Stored items
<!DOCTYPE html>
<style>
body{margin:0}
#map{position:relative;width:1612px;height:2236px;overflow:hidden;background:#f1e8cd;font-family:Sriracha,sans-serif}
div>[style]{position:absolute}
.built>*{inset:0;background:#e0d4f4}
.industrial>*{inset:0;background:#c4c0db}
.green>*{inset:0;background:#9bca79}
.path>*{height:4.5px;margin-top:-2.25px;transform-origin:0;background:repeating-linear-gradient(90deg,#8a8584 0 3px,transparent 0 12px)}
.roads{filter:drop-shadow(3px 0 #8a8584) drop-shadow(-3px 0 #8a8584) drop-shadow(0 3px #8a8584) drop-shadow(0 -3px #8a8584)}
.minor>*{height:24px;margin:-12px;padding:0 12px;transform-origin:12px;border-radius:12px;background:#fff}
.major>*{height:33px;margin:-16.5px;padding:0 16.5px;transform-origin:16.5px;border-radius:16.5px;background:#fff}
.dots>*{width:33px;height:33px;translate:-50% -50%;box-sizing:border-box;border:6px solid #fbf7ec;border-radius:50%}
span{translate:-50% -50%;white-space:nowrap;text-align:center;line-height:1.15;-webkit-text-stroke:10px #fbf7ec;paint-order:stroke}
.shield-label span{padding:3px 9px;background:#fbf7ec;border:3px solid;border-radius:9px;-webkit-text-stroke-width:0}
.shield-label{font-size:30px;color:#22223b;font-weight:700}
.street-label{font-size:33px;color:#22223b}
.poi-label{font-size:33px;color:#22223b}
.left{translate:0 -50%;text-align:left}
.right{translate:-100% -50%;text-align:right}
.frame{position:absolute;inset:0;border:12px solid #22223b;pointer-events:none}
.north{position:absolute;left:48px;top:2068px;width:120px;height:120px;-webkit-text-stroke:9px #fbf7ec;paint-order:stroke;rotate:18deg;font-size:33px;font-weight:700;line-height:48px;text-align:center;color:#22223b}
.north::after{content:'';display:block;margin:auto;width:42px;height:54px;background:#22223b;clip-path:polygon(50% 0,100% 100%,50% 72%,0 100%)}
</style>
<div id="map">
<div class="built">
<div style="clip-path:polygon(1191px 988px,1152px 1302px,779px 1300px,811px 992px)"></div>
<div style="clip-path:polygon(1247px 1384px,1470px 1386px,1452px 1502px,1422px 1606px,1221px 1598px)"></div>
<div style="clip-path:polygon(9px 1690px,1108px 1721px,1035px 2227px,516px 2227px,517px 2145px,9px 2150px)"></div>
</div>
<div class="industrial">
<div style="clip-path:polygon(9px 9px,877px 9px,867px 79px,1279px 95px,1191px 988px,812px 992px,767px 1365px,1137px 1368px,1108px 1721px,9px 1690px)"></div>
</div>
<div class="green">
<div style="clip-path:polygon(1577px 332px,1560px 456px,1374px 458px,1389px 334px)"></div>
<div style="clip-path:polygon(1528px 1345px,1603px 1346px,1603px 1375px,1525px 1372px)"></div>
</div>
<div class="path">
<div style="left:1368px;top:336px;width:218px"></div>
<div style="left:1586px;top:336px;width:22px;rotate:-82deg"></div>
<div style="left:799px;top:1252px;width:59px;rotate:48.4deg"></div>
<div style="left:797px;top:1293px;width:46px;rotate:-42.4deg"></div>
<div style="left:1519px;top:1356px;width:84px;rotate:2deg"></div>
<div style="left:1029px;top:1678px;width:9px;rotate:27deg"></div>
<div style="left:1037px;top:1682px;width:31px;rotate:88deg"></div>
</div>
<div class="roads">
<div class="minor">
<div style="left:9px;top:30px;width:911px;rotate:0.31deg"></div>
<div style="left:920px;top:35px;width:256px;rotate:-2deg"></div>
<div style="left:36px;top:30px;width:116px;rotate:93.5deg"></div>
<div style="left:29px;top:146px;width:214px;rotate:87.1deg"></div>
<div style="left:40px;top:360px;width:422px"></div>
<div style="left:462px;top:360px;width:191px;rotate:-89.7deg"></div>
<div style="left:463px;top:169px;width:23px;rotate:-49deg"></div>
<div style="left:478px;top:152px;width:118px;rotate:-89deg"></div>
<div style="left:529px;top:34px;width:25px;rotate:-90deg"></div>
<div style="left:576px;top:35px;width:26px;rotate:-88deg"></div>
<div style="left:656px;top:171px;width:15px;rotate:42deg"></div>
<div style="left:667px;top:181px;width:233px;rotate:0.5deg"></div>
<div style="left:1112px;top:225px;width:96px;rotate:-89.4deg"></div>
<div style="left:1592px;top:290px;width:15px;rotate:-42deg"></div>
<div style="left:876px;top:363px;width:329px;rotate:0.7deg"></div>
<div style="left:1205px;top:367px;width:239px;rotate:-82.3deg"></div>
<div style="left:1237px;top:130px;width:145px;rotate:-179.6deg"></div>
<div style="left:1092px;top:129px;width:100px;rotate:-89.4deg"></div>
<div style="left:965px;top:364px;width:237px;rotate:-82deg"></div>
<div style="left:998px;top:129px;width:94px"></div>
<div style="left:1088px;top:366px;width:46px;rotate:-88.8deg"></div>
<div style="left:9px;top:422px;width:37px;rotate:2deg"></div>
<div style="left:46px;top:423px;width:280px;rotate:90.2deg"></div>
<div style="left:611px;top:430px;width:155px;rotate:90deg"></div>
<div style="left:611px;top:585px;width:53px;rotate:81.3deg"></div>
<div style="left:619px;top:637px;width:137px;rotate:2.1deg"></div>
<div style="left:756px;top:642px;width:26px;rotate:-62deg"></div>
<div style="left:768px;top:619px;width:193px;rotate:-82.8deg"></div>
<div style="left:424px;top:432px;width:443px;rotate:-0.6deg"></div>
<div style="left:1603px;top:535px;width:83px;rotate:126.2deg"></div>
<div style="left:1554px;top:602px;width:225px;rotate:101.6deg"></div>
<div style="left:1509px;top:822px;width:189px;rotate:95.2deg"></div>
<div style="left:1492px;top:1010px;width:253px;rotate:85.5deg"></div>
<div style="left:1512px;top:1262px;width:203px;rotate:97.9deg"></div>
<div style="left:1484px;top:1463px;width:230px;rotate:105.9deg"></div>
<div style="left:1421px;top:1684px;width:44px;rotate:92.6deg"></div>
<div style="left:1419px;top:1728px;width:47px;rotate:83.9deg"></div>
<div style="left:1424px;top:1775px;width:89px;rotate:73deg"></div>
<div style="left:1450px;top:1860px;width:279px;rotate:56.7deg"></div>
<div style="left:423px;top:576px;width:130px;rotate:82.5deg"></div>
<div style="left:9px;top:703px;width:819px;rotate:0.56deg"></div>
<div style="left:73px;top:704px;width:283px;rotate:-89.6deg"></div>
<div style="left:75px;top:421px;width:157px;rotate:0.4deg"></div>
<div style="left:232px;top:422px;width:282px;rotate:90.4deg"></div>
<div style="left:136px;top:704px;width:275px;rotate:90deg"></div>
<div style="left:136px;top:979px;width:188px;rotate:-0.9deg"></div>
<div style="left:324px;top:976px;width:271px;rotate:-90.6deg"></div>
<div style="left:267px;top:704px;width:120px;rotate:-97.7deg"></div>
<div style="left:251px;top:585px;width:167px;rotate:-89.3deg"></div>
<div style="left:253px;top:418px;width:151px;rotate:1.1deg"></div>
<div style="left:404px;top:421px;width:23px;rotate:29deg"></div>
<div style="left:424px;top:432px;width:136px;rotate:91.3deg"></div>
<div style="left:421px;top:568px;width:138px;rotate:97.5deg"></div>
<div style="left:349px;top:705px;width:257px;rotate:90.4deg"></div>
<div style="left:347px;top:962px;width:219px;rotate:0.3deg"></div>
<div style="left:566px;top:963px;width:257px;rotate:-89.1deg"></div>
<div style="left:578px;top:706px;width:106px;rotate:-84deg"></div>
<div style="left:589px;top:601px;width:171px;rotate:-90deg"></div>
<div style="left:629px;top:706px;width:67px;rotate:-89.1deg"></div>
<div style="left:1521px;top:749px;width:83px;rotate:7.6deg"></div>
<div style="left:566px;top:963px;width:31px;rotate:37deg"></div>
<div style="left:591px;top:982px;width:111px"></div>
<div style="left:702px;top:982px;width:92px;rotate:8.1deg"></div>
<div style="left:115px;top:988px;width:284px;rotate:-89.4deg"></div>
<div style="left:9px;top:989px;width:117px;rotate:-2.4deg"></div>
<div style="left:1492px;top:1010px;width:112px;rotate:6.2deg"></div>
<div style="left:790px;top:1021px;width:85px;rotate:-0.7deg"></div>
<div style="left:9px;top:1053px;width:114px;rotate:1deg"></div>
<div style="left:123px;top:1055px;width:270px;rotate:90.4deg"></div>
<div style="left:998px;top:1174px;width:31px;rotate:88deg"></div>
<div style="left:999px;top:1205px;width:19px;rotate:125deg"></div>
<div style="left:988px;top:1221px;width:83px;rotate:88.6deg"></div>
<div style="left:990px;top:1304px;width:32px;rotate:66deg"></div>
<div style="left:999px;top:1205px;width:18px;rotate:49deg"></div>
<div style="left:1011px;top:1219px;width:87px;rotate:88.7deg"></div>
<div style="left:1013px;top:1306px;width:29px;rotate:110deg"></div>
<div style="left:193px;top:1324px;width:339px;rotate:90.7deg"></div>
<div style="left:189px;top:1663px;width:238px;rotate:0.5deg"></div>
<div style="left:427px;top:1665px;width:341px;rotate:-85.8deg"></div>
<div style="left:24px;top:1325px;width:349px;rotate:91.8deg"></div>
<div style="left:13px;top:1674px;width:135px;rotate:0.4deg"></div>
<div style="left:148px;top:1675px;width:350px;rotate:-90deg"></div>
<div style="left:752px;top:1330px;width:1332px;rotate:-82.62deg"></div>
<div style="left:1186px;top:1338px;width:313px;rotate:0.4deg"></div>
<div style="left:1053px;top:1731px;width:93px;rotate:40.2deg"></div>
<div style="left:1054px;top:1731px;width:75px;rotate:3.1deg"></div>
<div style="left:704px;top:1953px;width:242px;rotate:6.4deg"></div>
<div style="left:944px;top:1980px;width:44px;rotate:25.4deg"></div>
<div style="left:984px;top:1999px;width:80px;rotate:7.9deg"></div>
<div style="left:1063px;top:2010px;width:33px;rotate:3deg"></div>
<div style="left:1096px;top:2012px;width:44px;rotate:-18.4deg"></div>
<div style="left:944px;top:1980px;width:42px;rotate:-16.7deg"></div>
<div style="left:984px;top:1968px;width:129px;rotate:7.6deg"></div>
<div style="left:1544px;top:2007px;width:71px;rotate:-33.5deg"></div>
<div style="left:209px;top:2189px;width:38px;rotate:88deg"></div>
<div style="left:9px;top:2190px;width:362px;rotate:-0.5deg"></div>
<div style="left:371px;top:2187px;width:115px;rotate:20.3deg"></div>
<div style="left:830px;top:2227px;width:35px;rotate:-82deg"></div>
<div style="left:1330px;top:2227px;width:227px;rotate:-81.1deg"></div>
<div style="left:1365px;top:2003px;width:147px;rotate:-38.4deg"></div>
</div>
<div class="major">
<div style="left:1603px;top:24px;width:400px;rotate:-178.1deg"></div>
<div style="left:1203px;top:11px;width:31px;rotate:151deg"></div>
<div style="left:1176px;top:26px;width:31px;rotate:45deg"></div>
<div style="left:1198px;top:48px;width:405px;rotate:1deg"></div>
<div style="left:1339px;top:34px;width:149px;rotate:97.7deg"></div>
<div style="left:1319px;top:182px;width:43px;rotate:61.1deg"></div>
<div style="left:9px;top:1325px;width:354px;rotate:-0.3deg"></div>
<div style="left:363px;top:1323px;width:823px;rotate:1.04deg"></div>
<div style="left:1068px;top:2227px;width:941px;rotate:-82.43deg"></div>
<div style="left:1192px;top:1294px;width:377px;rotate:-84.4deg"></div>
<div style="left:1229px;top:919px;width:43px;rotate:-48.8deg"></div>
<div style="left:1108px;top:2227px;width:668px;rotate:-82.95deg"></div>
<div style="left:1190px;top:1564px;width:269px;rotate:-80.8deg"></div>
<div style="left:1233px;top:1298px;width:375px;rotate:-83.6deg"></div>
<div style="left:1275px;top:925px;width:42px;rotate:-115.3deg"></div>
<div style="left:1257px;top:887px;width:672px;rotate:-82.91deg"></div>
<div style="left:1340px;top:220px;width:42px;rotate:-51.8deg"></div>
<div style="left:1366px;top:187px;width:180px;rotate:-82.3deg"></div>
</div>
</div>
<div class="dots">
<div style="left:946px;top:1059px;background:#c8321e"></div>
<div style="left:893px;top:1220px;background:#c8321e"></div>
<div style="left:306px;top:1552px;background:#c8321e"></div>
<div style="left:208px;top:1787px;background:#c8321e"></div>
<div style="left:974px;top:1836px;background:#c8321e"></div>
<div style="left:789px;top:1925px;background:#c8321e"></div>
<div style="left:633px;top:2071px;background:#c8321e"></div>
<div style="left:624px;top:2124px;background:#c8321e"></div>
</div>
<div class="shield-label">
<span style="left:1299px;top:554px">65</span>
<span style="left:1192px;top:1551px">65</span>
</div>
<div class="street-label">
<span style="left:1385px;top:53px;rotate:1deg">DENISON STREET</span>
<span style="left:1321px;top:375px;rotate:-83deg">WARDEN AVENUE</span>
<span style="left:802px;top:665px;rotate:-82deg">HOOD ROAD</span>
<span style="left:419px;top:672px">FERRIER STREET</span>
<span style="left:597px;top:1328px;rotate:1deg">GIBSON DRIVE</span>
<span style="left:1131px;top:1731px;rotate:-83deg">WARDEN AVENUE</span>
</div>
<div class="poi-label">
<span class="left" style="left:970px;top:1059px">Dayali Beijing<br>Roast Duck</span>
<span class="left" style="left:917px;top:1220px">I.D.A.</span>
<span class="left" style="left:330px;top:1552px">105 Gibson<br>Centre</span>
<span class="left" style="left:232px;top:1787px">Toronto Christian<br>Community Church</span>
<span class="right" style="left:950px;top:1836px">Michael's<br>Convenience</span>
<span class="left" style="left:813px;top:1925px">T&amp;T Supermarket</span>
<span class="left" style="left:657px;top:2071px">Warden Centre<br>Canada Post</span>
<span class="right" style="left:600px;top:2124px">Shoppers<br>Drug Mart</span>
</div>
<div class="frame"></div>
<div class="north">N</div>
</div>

WHAT YOU ARE ASKED TO DO - From the very first line of the records down to the line with "0 3px,transparent 0", please write out each line exactly, including both ends and no other lines.

RESPONSE AREA -
<!DOCTYPE html>
<style>
body{margin:0}
#map{position:relative;width:1612px;height:2236px;overflow:hidden;background:#f1e8cd;font-family:Sriracha,sans-serif}
div>[style]{position:absolute}
.built>*{inset:0;background:#e0d4f4}
.industrial>*{inset:0;background:#c4c0db}
.green>*{inset:0;background:#9bca79}
.path>*{height:4.5px;margin-top:-2.25px;transform-origin:0;background:repeating-linear-gradient(90deg,#8a8584 0 3px,transparent 0 12px)}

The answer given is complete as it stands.